A typical copolymer is the product of the reaction between maleic anhydride and alpha-olefin to obtain a dispersant that is soluble in petroleum products. A suitable copolymer as a reaction product is formed by combining maleic anhydride and polyisobutylene in a stoichiometric ratio of 1: 1. In another non-limiting embodiment of the invention, the product obtained has a molecular weight in the range of from about 5,000 to about 10,000.

The following is a description of the invention in some more specific examples, which are

- 3 010011 are meant only for further disclosure of the invention, but in no way limit its scope.

Table I. The materials used in the experiments

Material assignment Description Additive A Magnesium dispersion containing approximately 17 wt.% Magnesium Additive B Carboxylic anhydride copolymer / C20-24 alpha olefin as a dispersant Additive C Metal passivator Additive ϋ Aluminum-containing complex with superbasic derived from sulfonic acids

Experimental test method for the content of pollution at high temperatures (NTET)

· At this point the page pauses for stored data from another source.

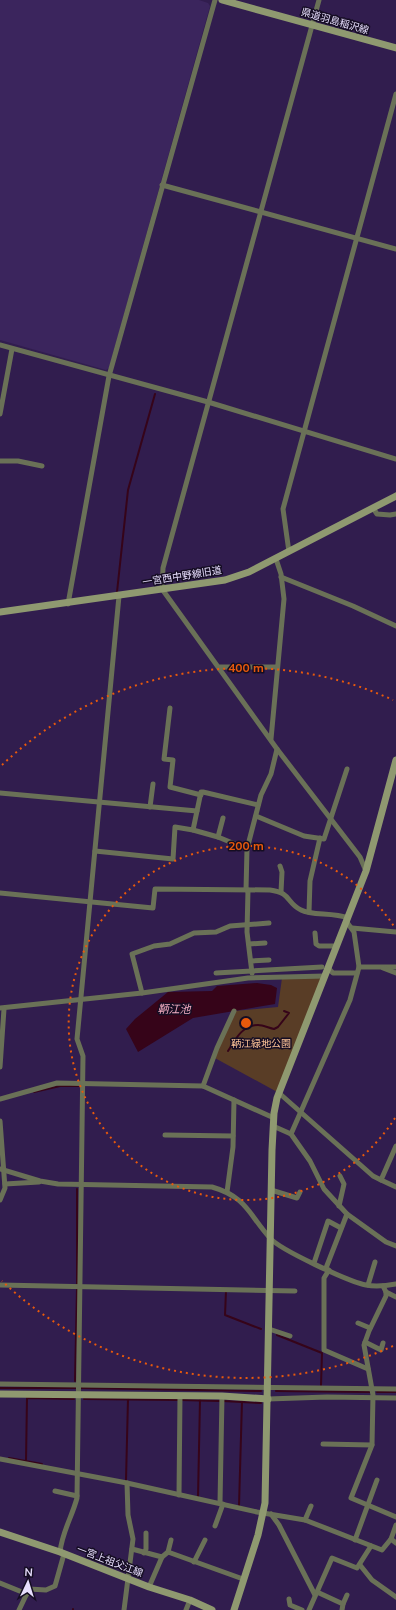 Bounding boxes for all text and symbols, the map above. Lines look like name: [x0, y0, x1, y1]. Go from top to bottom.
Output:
street label: 県道羽島稲沢線: [300, 5, 370, 37]
street label: 一宮西中野線旧道: [141, 563, 223, 589]
text: 400 m: [228, 660, 264, 675]
text: 200 m: [228, 838, 264, 853]
water label: 鞆江池: [158, 1002, 191, 1016]
centre of rings: [239, 1016, 253, 1030]
park label: 鞆江緑地公園: [231, 1037, 291, 1050]
street label: 一宮上祖父江線: [75, 1542, 145, 1580]
north arrow: [8, 1562, 48, 1602]
text: N: [24, 1565, 33, 1579] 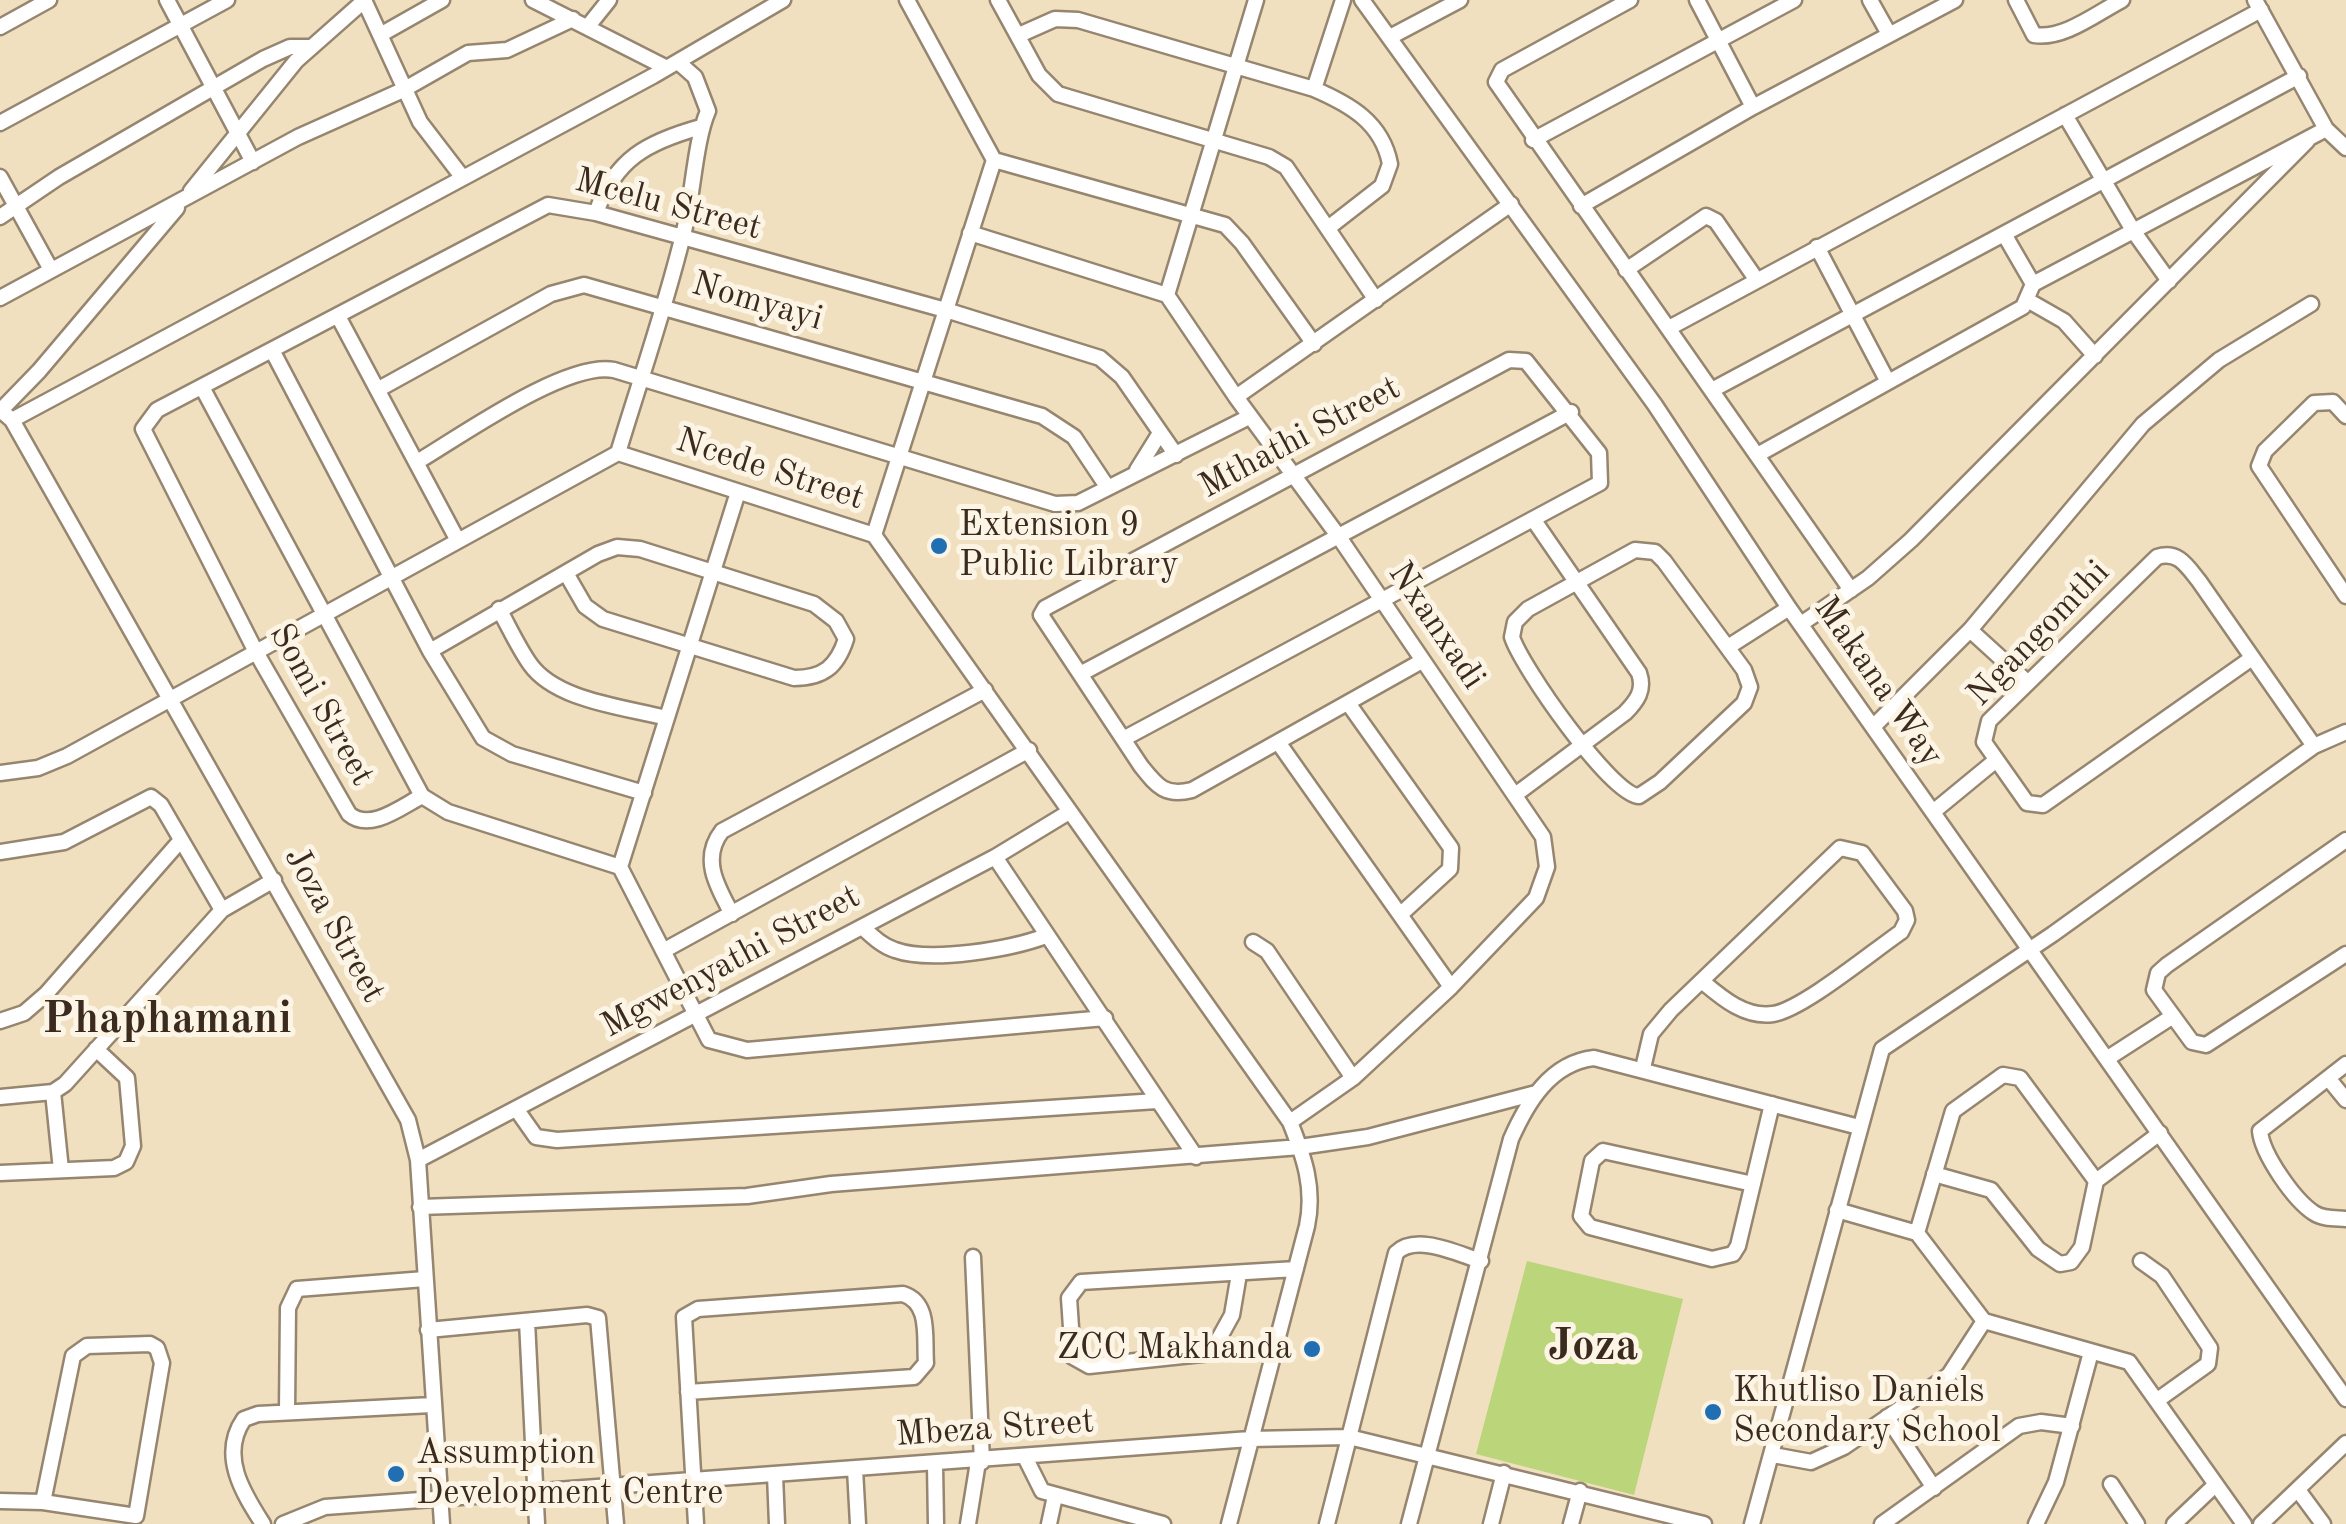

Samples of the heated raw material for supply to the coking unit were poured into pre-weighed bottles for sampling of 100 ml oil product. The number of samples weighed and recorded. Prior to the start of the NTET test experiment, a pre-weighed flask with a sample of raw materials fed to the coking unit was heated to approximately 400 ° E (204 ° C). The bottom of the Parr autoclave was heated to about 250 ° E (121 ° C). For samples in which additive C was used, the metal test sample was pretreated with additive C. Then this sample was placed in a heated oil sample. If it was necessary to introduce an additive B or A, then the raw material was heated so that it became liquid.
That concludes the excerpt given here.